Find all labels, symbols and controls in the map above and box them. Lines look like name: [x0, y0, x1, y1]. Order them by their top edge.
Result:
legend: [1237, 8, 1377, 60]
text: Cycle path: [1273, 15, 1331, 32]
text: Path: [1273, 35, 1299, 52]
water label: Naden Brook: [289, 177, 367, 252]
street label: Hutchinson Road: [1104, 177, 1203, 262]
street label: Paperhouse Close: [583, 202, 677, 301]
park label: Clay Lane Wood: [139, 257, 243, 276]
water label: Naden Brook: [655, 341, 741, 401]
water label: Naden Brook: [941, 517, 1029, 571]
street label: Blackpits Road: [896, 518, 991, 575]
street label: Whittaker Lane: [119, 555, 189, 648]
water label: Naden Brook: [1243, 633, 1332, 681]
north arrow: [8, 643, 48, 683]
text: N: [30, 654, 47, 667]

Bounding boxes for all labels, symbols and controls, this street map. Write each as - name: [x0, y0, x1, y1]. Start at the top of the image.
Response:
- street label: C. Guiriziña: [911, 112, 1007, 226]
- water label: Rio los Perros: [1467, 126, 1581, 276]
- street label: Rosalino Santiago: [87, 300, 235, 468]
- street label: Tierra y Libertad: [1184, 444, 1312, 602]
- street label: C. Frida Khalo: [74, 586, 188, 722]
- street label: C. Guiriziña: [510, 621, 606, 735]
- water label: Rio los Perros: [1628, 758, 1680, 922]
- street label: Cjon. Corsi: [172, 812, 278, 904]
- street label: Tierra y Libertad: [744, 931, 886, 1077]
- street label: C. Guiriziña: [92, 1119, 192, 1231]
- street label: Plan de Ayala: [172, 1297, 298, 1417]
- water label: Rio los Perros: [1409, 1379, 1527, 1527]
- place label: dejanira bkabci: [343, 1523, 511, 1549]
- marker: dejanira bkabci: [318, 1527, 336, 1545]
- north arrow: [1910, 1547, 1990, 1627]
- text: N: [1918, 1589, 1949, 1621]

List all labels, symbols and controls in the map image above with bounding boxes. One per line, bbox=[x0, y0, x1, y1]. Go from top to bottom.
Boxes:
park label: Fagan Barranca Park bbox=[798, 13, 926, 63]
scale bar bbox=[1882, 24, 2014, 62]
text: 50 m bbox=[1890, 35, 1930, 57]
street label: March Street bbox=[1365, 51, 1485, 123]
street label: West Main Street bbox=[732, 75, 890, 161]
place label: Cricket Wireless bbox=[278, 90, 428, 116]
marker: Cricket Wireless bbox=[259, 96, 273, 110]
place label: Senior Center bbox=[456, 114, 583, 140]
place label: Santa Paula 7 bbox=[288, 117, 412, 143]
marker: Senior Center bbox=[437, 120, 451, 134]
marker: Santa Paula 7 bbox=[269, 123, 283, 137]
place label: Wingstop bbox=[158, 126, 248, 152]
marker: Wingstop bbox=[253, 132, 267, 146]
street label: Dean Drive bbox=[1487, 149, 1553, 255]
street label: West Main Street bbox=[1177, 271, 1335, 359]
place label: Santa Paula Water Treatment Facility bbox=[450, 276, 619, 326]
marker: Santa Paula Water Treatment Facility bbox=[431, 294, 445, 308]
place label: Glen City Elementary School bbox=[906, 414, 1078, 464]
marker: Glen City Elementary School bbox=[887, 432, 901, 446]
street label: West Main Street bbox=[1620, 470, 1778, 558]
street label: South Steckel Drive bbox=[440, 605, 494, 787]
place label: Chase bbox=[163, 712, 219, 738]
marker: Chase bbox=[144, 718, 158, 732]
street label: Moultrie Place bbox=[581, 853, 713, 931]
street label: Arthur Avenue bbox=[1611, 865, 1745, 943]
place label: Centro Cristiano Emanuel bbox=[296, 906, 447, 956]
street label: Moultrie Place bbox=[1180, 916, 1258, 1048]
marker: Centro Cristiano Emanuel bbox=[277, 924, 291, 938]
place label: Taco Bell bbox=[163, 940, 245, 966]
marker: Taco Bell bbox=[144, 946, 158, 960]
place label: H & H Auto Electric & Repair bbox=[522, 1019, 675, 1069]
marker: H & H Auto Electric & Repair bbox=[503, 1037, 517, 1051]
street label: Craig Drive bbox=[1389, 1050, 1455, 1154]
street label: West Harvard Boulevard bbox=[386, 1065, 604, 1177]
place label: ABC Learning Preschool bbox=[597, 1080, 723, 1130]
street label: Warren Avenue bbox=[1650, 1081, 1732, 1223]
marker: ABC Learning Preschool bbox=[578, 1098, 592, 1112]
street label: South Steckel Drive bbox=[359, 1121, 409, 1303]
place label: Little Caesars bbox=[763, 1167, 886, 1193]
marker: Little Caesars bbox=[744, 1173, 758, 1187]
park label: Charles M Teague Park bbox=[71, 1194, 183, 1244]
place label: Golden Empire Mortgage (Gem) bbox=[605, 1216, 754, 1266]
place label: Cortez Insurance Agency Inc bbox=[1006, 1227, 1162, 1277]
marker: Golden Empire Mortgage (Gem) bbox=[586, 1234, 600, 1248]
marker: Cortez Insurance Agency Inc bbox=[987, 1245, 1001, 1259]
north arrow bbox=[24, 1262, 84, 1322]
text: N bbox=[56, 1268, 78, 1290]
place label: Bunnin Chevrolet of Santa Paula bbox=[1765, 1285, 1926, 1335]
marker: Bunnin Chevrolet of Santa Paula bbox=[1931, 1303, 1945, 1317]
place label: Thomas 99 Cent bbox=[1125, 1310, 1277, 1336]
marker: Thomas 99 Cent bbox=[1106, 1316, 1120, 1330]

────────────────────────────────────────

• [TASK ITEM]: Word for word, give the entire listing again.

• [ANSWER BELOW]:
Find all labels, symbols and controls in the map above and box them. Lines look like name: [x0, y0, x1, y1]. Order them by their top edge.
Result:
legend: [1237, 8, 1377, 60]
text: Cycle path: [1273, 15, 1331, 32]
text: Path: [1273, 35, 1299, 52]
water label: Naden Brook: [289, 177, 367, 252]
street label: Hutchinson Road: [1104, 177, 1203, 262]
street label: Paperhouse Close: [583, 202, 677, 301]
park label: Clay Lane Wood: [139, 257, 243, 276]
water label: Naden Brook: [655, 341, 741, 401]
water label: Naden Brook: [941, 517, 1029, 571]
street label: Blackpits Road: [896, 518, 991, 575]
street label: Whittaker Lane: [119, 555, 189, 648]
water label: Naden Brook: [1243, 633, 1332, 681]
north arrow: [8, 643, 48, 683]
text: N: [30, 654, 47, 667]

Bounding boxes for all labels, symbols and controls, this street map. Write each as - name: [x0, y0, x1, y1]. Start at the top of the image.
Response:
- street label: C. Guiriziña: [911, 112, 1007, 226]
- water label: Rio los Perros: [1467, 126, 1581, 276]
- street label: Rosalino Santiago: [87, 300, 235, 468]
- street label: Tierra y Libertad: [1184, 444, 1312, 602]
- street label: C. Frida Khalo: [74, 586, 188, 722]
- street label: C. Guiriziña: [510, 621, 606, 735]
- water label: Rio los Perros: [1628, 758, 1680, 922]
- street label: Cjon. Corsi: [172, 812, 278, 904]
- street label: Tierra y Libertad: [744, 931, 886, 1077]
- street label: C. Guiriziña: [92, 1119, 192, 1231]
- street label: Plan de Ayala: [172, 1297, 298, 1417]
- water label: Rio los Perros: [1409, 1379, 1527, 1527]
- place label: dejanira bkabci: [343, 1523, 511, 1549]
- marker: dejanira bkabci: [318, 1527, 336, 1545]
- north arrow: [1910, 1547, 1990, 1627]
- text: N: [1918, 1589, 1949, 1621]

List all labels, symbols and controls in the map image above with bounding boxes. One per line, bbox=[x0, y0, x1, y1]. Go from top to bottom.
Boxes:
park label: Fagan Barranca Park bbox=[798, 13, 926, 63]
scale bar bbox=[1882, 24, 2014, 62]
text: 50 m bbox=[1890, 35, 1930, 57]
street label: March Street bbox=[1365, 51, 1485, 123]
street label: West Main Street bbox=[732, 75, 890, 161]
place label: Cricket Wireless bbox=[278, 90, 428, 116]
marker: Cricket Wireless bbox=[259, 96, 273, 110]
place label: Senior Center bbox=[456, 114, 583, 140]
place label: Santa Paula 7 bbox=[288, 117, 412, 143]
marker: Senior Center bbox=[437, 120, 451, 134]
marker: Santa Paula 7 bbox=[269, 123, 283, 137]
place label: Wingstop bbox=[158, 126, 248, 152]
marker: Wingstop bbox=[253, 132, 267, 146]
street label: Dean Drive bbox=[1487, 149, 1553, 255]
street label: West Main Street bbox=[1177, 271, 1335, 359]
place label: Santa Paula Water Treatment Facility bbox=[450, 276, 619, 326]
marker: Santa Paula Water Treatment Facility bbox=[431, 294, 445, 308]
place label: Glen City Elementary School bbox=[906, 414, 1078, 464]
marker: Glen City Elementary School bbox=[887, 432, 901, 446]
street label: West Main Street bbox=[1620, 470, 1778, 558]
street label: South Steckel Drive bbox=[440, 605, 494, 787]
place label: Chase bbox=[163, 712, 219, 738]
marker: Chase bbox=[144, 718, 158, 732]
street label: Moultrie Place bbox=[581, 853, 713, 931]
street label: Arthur Avenue bbox=[1611, 865, 1745, 943]
place label: Centro Cristiano Emanuel bbox=[296, 906, 447, 956]
street label: Moultrie Place bbox=[1180, 916, 1258, 1048]
marker: Centro Cristiano Emanuel bbox=[277, 924, 291, 938]
place label: Taco Bell bbox=[163, 940, 245, 966]
marker: Taco Bell bbox=[144, 946, 158, 960]
place label: H & H Auto Electric & Repair bbox=[522, 1019, 675, 1069]
marker: H & H Auto Electric & Repair bbox=[503, 1037, 517, 1051]
street label: Craig Drive bbox=[1389, 1050, 1455, 1154]
street label: West Harvard Boulevard bbox=[386, 1065, 604, 1177]
place label: ABC Learning Preschool bbox=[597, 1080, 723, 1130]
street label: Warren Avenue bbox=[1650, 1081, 1732, 1223]
marker: ABC Learning Preschool bbox=[578, 1098, 592, 1112]
street label: South Steckel Drive bbox=[359, 1121, 409, 1303]
place label: Little Caesars bbox=[763, 1167, 886, 1193]
marker: Little Caesars bbox=[744, 1173, 758, 1187]
park label: Charles M Teague Park bbox=[71, 1194, 183, 1244]
place label: Golden Empire Mortgage (Gem) bbox=[605, 1216, 754, 1266]
place label: Cortez Insurance Agency Inc bbox=[1006, 1227, 1162, 1277]
marker: Golden Empire Mortgage (Gem) bbox=[586, 1234, 600, 1248]
marker: Cortez Insurance Agency Inc bbox=[987, 1245, 1001, 1259]
north arrow bbox=[24, 1262, 84, 1322]
text: N bbox=[56, 1268, 78, 1290]
place label: Bunnin Chevrolet of Santa Paula bbox=[1765, 1285, 1926, 1335]
marker: Bunnin Chevrolet of Santa Paula bbox=[1931, 1303, 1945, 1317]
place label: Thomas 99 Cent bbox=[1125, 1310, 1277, 1336]
marker: Thomas 99 Cent bbox=[1106, 1316, 1120, 1330]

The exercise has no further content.